*** Begin section ***

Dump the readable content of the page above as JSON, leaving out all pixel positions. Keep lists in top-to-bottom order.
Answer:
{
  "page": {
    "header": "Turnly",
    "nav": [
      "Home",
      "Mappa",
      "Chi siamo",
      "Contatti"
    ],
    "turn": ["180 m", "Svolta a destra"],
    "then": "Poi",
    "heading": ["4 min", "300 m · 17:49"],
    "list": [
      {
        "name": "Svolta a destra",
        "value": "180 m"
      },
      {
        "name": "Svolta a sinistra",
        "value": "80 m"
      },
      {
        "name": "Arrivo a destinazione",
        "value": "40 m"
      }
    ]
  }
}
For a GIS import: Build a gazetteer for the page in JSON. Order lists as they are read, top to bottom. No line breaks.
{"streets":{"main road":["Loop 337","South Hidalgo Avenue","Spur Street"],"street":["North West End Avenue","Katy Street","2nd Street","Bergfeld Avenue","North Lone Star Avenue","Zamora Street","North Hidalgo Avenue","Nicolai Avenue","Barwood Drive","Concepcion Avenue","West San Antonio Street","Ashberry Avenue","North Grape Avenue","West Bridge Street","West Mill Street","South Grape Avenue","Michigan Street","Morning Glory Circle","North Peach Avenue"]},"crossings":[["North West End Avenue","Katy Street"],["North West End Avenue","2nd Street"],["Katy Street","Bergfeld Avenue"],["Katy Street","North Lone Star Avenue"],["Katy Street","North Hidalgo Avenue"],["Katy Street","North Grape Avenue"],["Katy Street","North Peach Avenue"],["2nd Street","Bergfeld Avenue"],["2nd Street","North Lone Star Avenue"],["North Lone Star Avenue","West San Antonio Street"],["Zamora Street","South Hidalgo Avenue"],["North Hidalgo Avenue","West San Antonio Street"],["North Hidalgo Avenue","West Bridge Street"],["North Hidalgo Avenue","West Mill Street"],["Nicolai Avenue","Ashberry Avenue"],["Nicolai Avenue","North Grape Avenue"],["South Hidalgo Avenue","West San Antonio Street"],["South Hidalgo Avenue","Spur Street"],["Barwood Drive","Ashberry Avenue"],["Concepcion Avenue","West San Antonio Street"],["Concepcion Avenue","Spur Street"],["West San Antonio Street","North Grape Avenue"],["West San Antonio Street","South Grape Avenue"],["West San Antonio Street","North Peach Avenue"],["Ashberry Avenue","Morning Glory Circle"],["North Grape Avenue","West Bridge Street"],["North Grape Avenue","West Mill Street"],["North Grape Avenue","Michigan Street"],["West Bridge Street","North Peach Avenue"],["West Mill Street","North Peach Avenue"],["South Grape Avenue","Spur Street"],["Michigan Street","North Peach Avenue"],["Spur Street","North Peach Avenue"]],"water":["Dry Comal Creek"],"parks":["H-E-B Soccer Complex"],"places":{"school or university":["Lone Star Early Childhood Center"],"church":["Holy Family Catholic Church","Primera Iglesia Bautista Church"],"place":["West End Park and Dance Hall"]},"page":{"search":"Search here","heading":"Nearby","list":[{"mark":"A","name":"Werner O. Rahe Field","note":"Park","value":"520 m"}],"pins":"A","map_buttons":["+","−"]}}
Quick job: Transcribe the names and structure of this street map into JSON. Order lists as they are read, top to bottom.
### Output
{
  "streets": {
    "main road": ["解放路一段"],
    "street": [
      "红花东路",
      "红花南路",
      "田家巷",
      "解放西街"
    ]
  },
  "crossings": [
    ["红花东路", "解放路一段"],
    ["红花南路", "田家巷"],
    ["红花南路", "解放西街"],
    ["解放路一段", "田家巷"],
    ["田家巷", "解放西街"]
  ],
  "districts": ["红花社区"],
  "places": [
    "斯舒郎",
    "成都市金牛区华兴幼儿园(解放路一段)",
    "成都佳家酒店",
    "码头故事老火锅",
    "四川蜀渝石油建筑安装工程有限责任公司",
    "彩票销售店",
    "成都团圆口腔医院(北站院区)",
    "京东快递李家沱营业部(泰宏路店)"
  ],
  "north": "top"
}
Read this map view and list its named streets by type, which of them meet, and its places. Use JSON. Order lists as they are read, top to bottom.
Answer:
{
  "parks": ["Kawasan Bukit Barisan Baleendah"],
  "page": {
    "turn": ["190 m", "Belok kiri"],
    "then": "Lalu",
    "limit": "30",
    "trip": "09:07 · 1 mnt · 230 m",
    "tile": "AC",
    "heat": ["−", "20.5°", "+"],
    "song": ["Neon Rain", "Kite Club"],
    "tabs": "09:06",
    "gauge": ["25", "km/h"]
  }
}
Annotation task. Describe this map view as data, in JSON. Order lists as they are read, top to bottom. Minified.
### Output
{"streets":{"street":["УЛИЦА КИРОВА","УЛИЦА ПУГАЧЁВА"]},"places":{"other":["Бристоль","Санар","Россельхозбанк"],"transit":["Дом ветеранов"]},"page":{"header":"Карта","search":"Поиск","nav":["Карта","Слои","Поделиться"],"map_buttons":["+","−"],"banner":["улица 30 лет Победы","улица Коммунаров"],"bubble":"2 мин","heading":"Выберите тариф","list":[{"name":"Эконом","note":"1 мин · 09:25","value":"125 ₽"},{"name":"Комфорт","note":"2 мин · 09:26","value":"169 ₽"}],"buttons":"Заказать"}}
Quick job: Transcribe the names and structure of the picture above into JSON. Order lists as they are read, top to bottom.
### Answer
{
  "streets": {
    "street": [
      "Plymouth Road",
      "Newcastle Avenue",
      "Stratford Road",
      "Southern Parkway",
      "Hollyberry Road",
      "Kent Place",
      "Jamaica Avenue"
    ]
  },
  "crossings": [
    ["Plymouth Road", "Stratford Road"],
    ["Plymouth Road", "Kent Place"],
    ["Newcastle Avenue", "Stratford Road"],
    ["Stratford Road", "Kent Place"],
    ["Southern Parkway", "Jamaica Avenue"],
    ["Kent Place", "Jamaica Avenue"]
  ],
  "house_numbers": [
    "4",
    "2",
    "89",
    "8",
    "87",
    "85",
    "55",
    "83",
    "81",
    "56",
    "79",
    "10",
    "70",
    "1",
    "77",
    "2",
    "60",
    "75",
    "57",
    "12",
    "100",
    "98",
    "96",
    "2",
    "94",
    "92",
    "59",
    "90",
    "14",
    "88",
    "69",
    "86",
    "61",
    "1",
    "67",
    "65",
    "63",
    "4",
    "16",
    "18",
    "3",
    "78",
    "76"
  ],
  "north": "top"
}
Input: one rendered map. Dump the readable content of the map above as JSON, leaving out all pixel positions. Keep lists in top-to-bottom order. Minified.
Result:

*** End section ***

== What is expected ==
Identify the lines above that contain the word "Quick", then copy them.

== Finished task ==
Quick job: Transcribe the names and structure of this street map into JSON. Order lists as they are read, top to bottom.
Quick job: Transcribe the names and structure of the picture above into JSON. Order lists as they are read, top to bottom.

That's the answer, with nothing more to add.